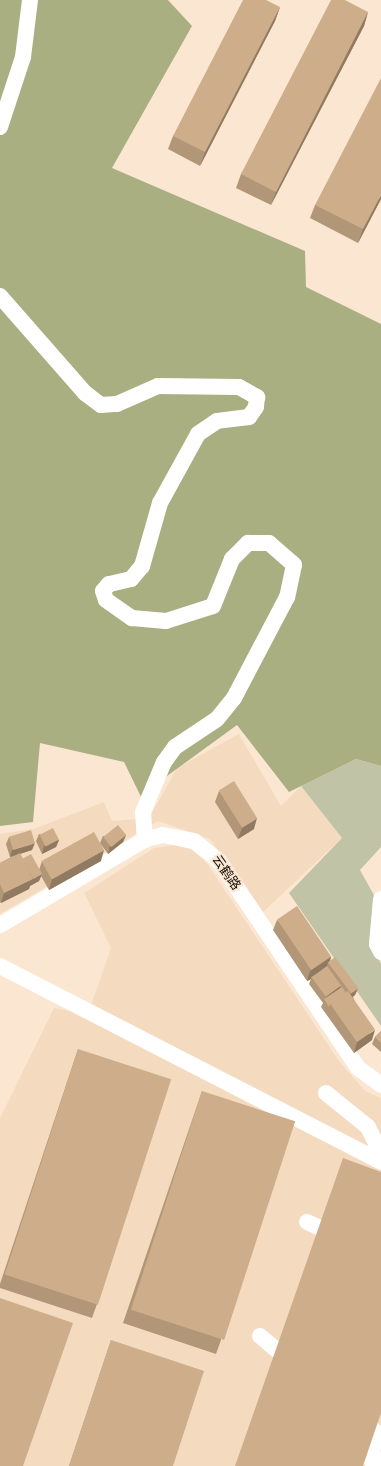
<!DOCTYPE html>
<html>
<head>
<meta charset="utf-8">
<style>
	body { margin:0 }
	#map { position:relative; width:381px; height:1466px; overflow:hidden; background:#fbe7d1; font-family:"DM Sans","Noto Sans SC",sans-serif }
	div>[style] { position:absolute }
	.built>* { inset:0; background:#f4dbc0 }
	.green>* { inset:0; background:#c0c3a6 }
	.forest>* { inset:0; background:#aaaf82 }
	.minor>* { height:16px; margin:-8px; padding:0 8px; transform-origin:8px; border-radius:8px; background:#fff }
	.wall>* { inset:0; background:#b19677 }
	.shaded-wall>* { inset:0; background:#907a61 }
	.building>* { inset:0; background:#ceae8a; transform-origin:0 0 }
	span { translate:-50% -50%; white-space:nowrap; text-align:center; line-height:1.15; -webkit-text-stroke:4px #fbe7d1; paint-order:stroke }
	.street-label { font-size:13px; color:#150f08 }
</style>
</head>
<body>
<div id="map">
	<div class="built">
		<div style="clip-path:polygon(239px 734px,281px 806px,301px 786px,342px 838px,263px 912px,210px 839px,158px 821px,0 914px,0 834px,33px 829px,104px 802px,112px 821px,149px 818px,177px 768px)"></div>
		<div style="clip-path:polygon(174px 845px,194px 850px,204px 859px,339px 1061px,365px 1091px,381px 1098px,381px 1466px,0 1466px,0 1118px,54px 1008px,88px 1014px,111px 948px,84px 893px,154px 848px)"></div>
	</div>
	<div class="green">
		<div style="clip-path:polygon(356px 759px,381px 766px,381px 847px,360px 870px,375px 897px,372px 944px,381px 964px,381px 1026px,289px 893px,342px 838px,301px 786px)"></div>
	</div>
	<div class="forest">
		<div style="clip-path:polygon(0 0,168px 0,192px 26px,112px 168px,305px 251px,306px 287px,381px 324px,381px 766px,356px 759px,289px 792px,237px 725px,167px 776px,144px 803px,124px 762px,40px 743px,33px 822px,0 826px)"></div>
	</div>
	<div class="minor">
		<div style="left:0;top:127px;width:74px;rotate:-71.8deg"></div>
		<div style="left:23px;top:57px;width:57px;rotate:-83deg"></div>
		<div style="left:0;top:296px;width:129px;rotate:48.8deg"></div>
		<div style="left:85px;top:393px;width:20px;rotate:37deg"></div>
		<div style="left:101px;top:405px;width:16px;rotate:-4deg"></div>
		<div style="left:117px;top:404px;width:45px;rotate:-23.7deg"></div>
		<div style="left:158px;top:386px;width:81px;rotate:0.7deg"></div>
		<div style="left:239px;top:387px;width:21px;rotate:29deg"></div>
		<div style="left:257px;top:397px;width:10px;rotate:96deg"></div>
		<div style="left:256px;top:407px;width:12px;rotate:125deg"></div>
		<div style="left:249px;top:417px;width:32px;rotate:173deg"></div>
		<div style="left:217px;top:421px;width:23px;rotate:146deg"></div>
		<div style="left:198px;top:434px;width:79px;rotate:118.8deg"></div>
		<div style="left:160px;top:503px;width:66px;rotate:105.9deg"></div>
		<div style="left:142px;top:566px;width:17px;rotate:130deg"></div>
		<div style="left:131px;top:579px;width:23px;rotate:167deg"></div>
		<div style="left:109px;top:584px;width:9px;rotate:131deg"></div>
		<div style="left:103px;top:591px;width:9px;rotate:72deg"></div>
		<div style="left:106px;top:600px;width:32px;rotate:35deg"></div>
		<div style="left:132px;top:618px;width:34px;rotate:5deg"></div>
		<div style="left:166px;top:621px;width:49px;rotate:-17.7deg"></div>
		<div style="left:213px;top:606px;width:51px;rotate:-68deg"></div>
		<div style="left:232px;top:559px;width:23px;rotate:-45deg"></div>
		<div style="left:248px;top:543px;width:21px"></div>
		<div style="left:269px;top:543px;width:33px;rotate:41deg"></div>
		<div style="left:294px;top:565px;width:33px;rotate:102deg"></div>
		<div style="left:287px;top:597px;width:114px;rotate:117.7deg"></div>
		<div style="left:234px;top:698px;width:27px;rotate:129deg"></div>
		<div style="left:217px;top:719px;width:50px;rotate:146.3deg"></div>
		<div style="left:175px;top:747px;width:19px;rotate:126deg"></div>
		<div style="left:164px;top:762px;width:54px;rotate:112.8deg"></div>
		<div style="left:143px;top:812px;width:28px;rotate:86deg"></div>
		<div style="left:381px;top:899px;width:45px;rotate:95.1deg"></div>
		<div style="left:377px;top:944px;width:9px;rotate:63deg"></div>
		<div style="left:0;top:925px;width:169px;rotate:-30.5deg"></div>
		<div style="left:146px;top:839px;width:17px;rotate:-13deg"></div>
		<div style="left:163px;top:835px;width:32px;rotate:11deg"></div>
		<div style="left:194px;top:841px;width:32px;rotate:39deg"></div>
		<div style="left:219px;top:861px;width:249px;rotate:56.1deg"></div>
		<div style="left:358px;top:1068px;width:29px;rotate:36deg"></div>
		<div style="left:0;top:966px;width:428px;rotate:27.2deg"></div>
		<div style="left:326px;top:1093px;width:54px;rotate:39deg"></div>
		<div style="left:368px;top:1127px;width:30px;rotate:64deg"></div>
		<div style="left:307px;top:1222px;width:34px;rotate:24deg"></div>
		<div style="left:260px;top:1336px;width:42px;rotate:40.2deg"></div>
		<div style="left:358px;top:1417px;width:25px;rotate:40deg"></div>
		<div style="left:377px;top:1433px;width:27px;rotate:105deg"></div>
		<div style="left:370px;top:1459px;width:11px;rotate:5deg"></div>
	</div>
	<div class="wall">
		<div style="clip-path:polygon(280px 7px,275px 21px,200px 166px,168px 149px,173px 136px)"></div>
		<div style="clip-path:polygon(368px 12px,364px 26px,271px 205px,236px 188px,241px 174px)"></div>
		<div style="clip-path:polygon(381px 199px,358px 243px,310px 218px,315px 205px)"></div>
		<div style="clip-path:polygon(219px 791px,254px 829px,238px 839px,215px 802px)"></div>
		<div style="clip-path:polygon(39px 834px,59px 840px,56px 847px,42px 854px,36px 841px)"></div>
		<div style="clip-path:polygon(126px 835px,123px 842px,108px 854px,100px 843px,103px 836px)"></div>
		<div style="clip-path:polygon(9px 837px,32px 850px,20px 854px,22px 858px,39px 870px,42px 861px,101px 861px,49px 890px,41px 876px,39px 881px,30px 886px,29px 889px,1px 903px,0 902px,0 863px,15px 855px,10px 857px,6px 844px)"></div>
		<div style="clip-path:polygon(277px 920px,331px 957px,330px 961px,358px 988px,355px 995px,353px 997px,372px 1040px,354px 1053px,321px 1007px,323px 1003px,309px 984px,311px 979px,307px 981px,273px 930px)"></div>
		<div style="clip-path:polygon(381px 1031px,381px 1052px,372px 1044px,375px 1037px)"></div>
		<div style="clip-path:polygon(78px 1049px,97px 1304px,92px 1318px,0 1288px,0 1284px)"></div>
		<div style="clip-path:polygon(202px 1091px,221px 1340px,216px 1354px,123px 1323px)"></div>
		<div style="clip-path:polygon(111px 1340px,173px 1466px,69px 1466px)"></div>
	</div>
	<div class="shaded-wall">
		<div style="clip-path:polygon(280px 7px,275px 21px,200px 166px,205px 152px)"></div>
		<div style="clip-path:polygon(368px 12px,364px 26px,271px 205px,276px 192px)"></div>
		<div style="clip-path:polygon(381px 195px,381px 199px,358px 243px,363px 229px)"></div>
		<div style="clip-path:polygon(257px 818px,254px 829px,238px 839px,242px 828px)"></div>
		<div style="clip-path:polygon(126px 835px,123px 842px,108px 854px,110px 846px)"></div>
		<div style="clip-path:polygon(59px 840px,56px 847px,42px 854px,44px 846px)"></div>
		<div style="clip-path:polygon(35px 843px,32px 850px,10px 857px,12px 850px)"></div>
		<div style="clip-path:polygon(104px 850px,101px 861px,49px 890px,52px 879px)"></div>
		<div style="clip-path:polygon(42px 874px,39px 881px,30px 886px,29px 889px,1px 903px,4px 893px)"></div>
		<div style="clip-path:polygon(331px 957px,329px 963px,328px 962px,326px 969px,311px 977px,311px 979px,307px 981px,310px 971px)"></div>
		<div style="clip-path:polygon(341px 985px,338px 993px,324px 1000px,326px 997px)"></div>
		<div style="clip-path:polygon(358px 988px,355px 995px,348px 1000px,351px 993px)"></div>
		<div style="clip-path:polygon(375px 1030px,372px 1040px,354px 1053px,357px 1042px)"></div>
	</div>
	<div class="building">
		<div style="clip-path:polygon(243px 0,266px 0,280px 7px,205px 152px,173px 136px)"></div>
		<div style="clip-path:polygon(331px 0,345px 0,368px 12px,276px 192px,241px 174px)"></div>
		<div style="clip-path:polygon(381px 78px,381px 195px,363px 229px,315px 205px)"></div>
		<div style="left:234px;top:781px;width:44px;height:18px;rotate:58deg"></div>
		<div style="left:118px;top:825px;width:13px;height:19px;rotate:51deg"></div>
		<div style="left:53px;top:828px;width:13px;height:15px;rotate:63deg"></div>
		<div style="left:31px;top:830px;width:14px;height:23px;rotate:73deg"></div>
		<div style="left:94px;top:832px;width:21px;height:60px;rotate:61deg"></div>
		<div style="clip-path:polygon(20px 853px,33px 879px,4px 893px,0 884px,0 863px)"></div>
		<div style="left:31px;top:854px;width:23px;height:10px;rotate:61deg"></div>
		<div style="left:297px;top:906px;width:61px;height:24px;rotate:56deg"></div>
		<div style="left:335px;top:957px;width:39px;height:9px;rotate:53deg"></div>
		<div style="left:327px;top:966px;width:24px;height:19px;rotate:54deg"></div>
		<div style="clip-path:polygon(342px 987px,346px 993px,330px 1004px,329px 1007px,324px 999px)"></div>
		<div style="left:348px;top:991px;width:47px;height:22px;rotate:55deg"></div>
		<div style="clip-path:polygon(381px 1031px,381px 1043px,375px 1037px)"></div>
		<div style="left:78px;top:1049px;width:98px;height:237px;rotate:18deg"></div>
		<div style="left:202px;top:1091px;width:98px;height:230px;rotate:18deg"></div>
		<div style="clip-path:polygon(343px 1158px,381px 1172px,381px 1413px,363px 1466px,235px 1466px)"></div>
		<div style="clip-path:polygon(0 1298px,73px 1323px,23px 1466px,0 1466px)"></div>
		<div style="clip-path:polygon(111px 1340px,204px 1371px,173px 1466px,69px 1466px)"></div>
	</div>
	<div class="street-label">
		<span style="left:226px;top:873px;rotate:55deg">云鹤路</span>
	</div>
</div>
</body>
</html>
=-=-=
=== Brief ===
Set the lines above down again, word for word, from the first through the one containing "translate:-50% -50%; white-space:nowrap;"; pictures excluded.

=== Written response ===
<!DOCTYPE html>
<html>
<head>
<meta charset="utf-8">
<style>
	body { margin:0 }
	#map { position:relative; width:381px; height:1466px; overflow:hidden; background:#fbe7d1; font-family:"DM Sans","Noto Sans SC",sans-serif }
	div>[style] { position:absolute }
	.built>* { inset:0; background:#f4dbc0 }
	.green>* { inset:0; background:#c0c3a6 }
	.forest>* { inset:0; background:#aaaf82 }
	.minor>* { height:16px; margin:-8px; padding:0 8px; transform-origin:8px; border-radius:8px; background:#fff }
	.wall>* { inset:0; background:#b19677 }
	.shaded-wall>* { inset:0; background:#907a61 }
	.building>* { inset:0; background:#ceae8a; transform-origin:0 0 }
	span { translate:-50% -50%; white-space:nowrap; text-align:center; line-height:1.15; -webkit-text-stroke:4px #fbe7d1; paint-order:stroke }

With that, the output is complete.